Dataset excerpt –
******
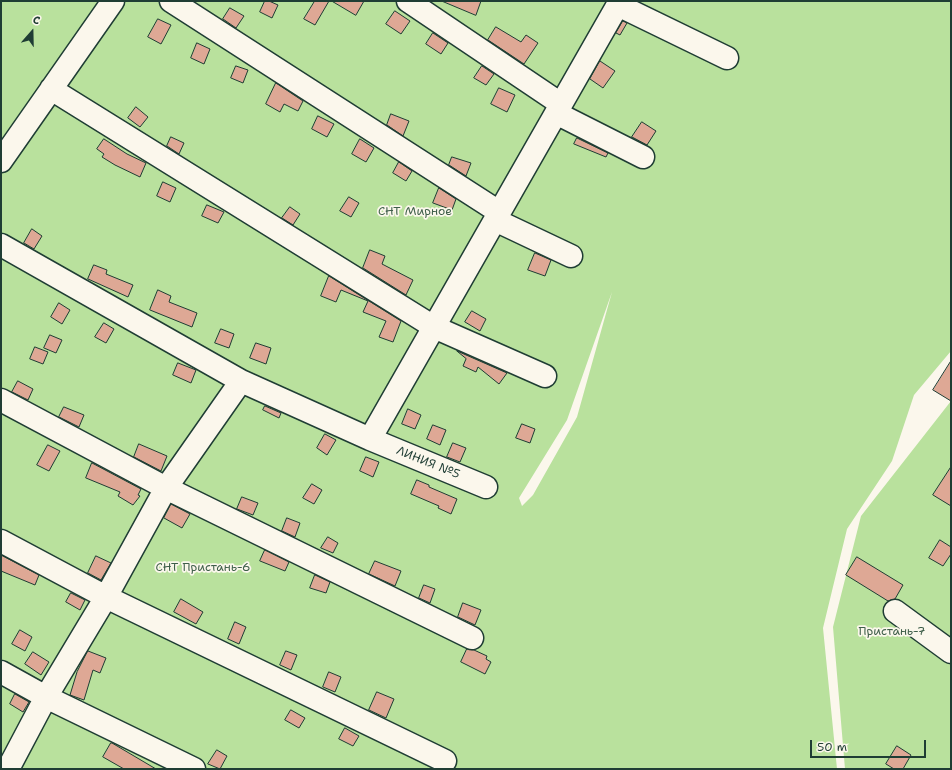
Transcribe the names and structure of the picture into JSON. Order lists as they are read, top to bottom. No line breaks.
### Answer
{"streets":{"street":["ЛИНИЯ №5"]},"parks":["СНТ Мирное","СНТ Пристань-6","Пристань-7"],"scale_bar":"50 m","north":"top"}
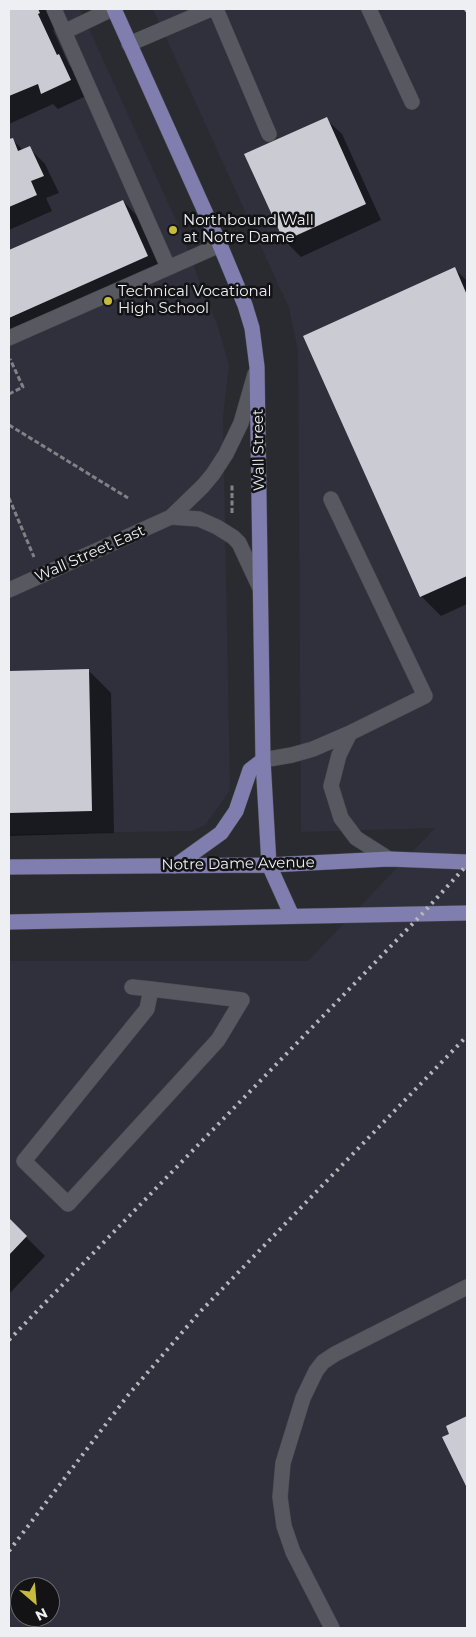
******
Task to carry out –
Please restate the whole listing exactly, without any of its pictures.

Problem solution –
Transcribe the names and structure of the picture into JSON. Order lists as they are read, top to bottom. No line breaks.
### Answer
{"streets":{"street":["ЛИНИЯ №5"]},"parks":["СНТ Мирное","СНТ Пристань-6","Пристань-7"],"scale_bar":"50 m","north":"top"}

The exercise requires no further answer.